Herb 'pesticide' offers cure for polluted soil

Wang Yong
Worried about pest attack on your vegetables or viral infection of your poultry? Forget pesticides or antibiotics. Try some herbal medicine.
Wang Yong

Worried about pest attack on your vegetables or viral infection of your poultry? Forget pesticides or antibiotics. Try some herbal medicine.

A major grower of Chinese chives in Qingdao, Shandong Province, has applied a special “pesticide” made of traditional Chinese medical herbs to dispel ground worms, freeing the earth from the harm of chemical pesticides, Qingdao Evening News reported last week. Chives grown with the help of this organic “pesticide” have found their way onto the dining tables in Japan and South Korea known for their meticulous attention to food safety, the report said.

Wang Fengnuan, chairman of a local vegetable collective in Qingdao who specializes in growing chives, told the newspaper that he had been inspired by the way local people bathed in water sprayed with certain medical herbs that killed fleas. He then worked with herbal medicine experts in 2006 to develop an organic “pesticide” for chives. Initial costs were high, he recalled, as only 16 mu (about 1 hectare) of arable land was set aside for tests. But now such organic “pesticides” have been used in 200 mu of land to help achieve a production of unpolluted chives at scale.

Also in Qingdao, a company has raised chicken since 1993, but it was not until last year that it had come up with an idea to improve the chicken immune system by feeding them chrysanthemum instead of antibiotics.

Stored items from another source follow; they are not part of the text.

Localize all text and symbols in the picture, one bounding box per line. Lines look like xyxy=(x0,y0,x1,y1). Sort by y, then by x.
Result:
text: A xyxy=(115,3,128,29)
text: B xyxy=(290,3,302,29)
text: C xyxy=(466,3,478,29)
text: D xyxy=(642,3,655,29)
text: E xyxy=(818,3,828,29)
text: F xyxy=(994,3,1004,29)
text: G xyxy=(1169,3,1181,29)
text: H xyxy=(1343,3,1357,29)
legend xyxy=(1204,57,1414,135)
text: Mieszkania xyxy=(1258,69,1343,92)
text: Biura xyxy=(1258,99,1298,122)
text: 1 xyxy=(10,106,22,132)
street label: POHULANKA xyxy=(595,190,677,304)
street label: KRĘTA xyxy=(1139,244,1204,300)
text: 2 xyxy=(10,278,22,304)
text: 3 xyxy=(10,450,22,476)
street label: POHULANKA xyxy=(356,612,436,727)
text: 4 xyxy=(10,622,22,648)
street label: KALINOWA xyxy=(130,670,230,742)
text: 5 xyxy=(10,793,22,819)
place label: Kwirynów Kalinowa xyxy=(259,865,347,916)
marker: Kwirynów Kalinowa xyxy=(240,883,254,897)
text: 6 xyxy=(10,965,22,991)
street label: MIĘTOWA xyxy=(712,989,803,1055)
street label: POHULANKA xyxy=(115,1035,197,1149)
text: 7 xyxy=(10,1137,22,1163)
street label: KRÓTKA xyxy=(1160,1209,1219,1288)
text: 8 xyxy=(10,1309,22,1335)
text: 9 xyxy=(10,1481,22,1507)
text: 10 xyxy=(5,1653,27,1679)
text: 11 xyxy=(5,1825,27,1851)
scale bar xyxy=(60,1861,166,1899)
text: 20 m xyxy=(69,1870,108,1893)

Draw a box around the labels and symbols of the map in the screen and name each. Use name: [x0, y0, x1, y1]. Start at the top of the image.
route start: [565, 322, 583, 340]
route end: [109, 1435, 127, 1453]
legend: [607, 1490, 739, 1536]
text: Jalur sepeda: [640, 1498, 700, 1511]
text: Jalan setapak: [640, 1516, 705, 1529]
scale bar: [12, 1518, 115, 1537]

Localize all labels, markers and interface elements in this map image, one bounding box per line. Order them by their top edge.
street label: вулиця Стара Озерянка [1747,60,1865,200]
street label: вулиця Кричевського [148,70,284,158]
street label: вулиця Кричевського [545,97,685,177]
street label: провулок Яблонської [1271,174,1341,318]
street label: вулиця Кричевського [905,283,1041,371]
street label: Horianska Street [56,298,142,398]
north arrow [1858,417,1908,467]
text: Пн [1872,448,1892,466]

Another company has added mulberry leaves, among other medical herbs, in its feeds to enhance chicken’s health. The recipe has been awarded a national patent. Eggs laid by these medical-herbs-raised chicken contain no harmful residuals typical of the use of drugs.

The above cases in Qingdao testify to the ascent of TCM-agriculture across China over the past few years, in which scientists and farmers work together to apply traditional Chinese medicine to prevent pest or viral attacks on crops or poultry. Overuse of chemical pesticides and fertilizer in many parts of the country’s farmlands, such as that for rice and cotton, has hurt the quality of soil. Chinese medical herbs may not be a panacea to farmland pollution, but they have rekindled people’s hope for at least treating soil as part of “us,” not something to be exploited and hurt.

As American farmer-philosopher Wendell Berry writes in his book “The Unsettling of America: Culture and Agriculture,” there are two opposite kinds of mind toward farmland: One of an exploiter, another of a nurturer. “The standard of the exploiter is efficiency; the standard of the nurturer is care,” he explains.

Be it in the US or in China, overuse of chemical pesticides and fertilizer, especially in the past few decades, has unwittingly increased crop or poultry output at the expense of soil quality or animal health. That’s not what an old-fashioned farmer was supposed to do. A traditional farmer would nurture the land the way he would himself — let everything grow naturally.

A National People’s Congress investigation last year found that chemical pesticides and fertilizers did far more harm to the countryside than various kinds of rubbish. Chemical pesticides and fertilizers can lead to soil acidification and heavy metal pollution, let alone crop and poultry contamination.

The poet Edwin Muir says: Men are made of what is made. We have the right to be organically made, not chemically constructed.